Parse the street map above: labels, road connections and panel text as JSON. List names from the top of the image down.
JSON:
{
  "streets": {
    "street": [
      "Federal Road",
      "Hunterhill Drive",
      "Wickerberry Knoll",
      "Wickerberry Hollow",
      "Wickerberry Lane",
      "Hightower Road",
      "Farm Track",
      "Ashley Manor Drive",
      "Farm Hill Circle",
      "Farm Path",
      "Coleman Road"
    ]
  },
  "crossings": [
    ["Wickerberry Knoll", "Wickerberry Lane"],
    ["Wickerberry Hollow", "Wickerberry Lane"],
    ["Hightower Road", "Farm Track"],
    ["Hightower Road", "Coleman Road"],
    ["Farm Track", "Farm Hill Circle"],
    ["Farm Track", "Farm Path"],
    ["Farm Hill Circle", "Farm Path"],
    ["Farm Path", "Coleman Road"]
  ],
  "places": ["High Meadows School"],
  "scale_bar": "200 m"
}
═══
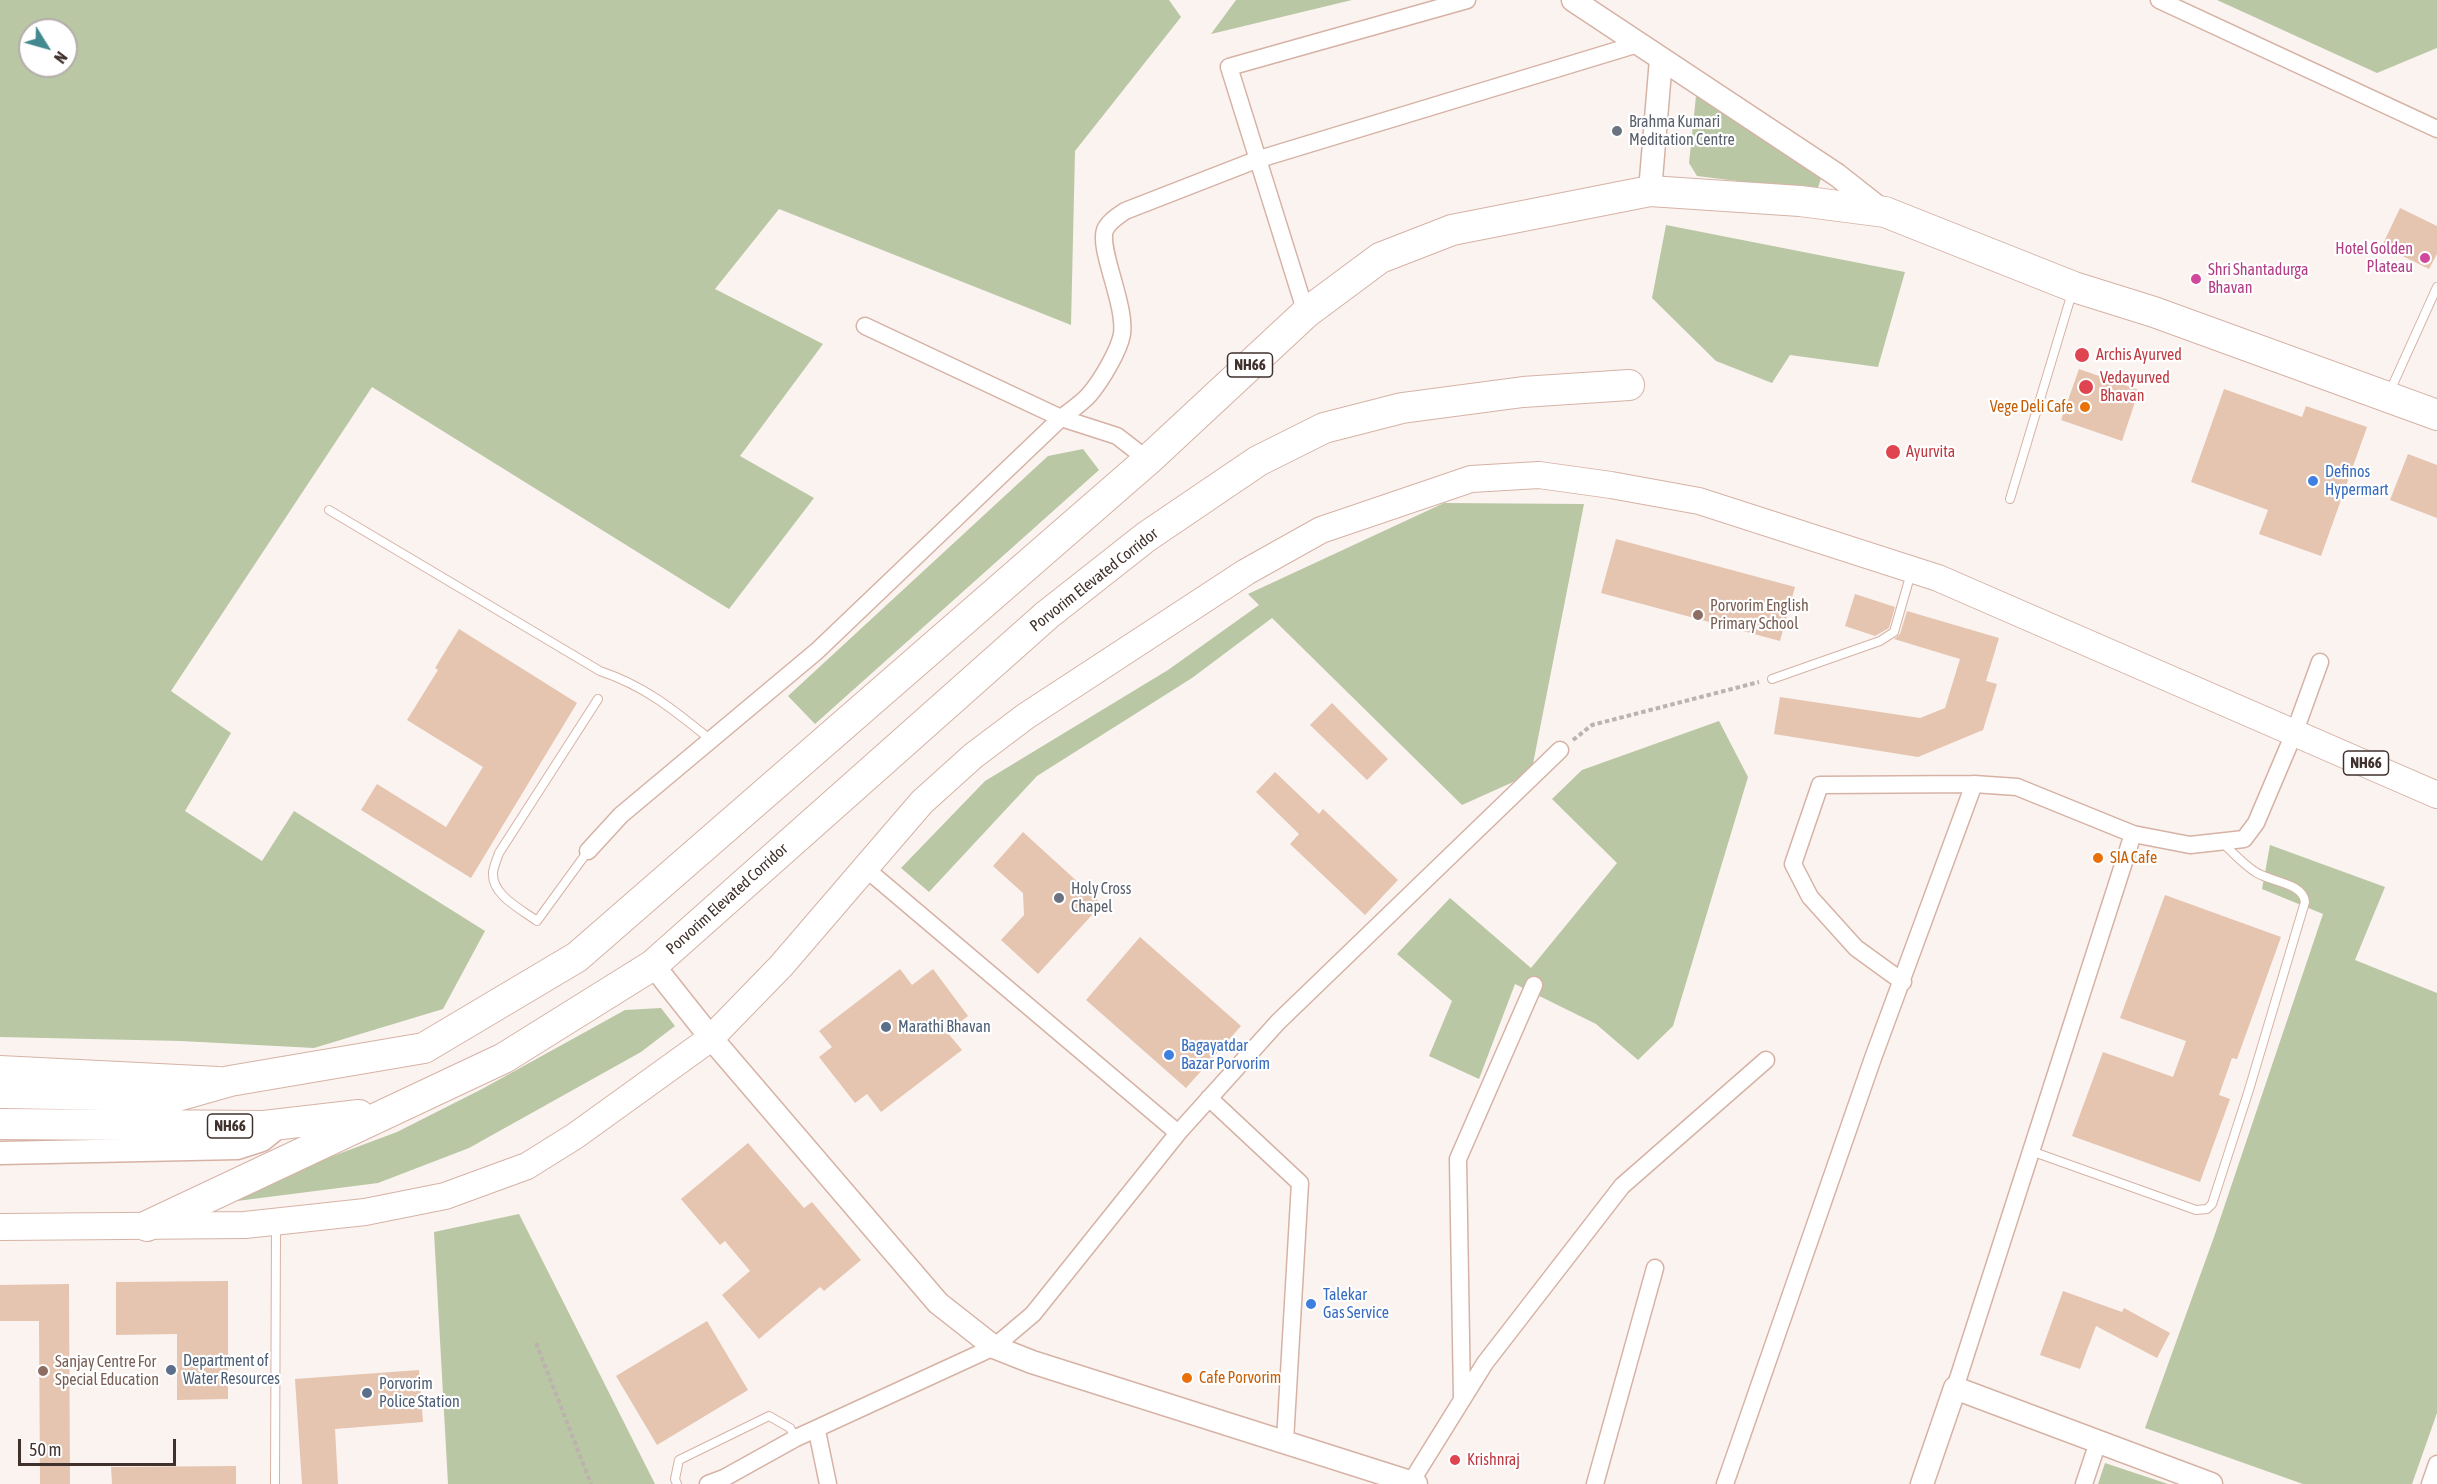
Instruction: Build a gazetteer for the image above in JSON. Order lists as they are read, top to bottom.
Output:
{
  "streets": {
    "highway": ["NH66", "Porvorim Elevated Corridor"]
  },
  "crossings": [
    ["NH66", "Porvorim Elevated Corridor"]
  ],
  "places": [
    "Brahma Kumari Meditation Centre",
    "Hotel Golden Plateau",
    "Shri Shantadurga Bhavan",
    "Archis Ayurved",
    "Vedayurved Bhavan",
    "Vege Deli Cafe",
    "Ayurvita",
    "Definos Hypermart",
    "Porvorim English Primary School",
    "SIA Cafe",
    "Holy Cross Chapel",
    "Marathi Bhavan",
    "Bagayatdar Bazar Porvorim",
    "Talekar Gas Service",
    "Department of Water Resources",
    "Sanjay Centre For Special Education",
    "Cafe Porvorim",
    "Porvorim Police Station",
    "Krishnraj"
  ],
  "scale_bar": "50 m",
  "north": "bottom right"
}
═══
REQUIRED ACTION - Report each line of the records that holds the word "above".

WORKED SOLUTION -
Parse the street map above: labels, road connections and panel text as JSON. List names from the top of the image down.
Instruction: Build a gazetteer for the image above in JSON. Order lists as they are read, top to bottom.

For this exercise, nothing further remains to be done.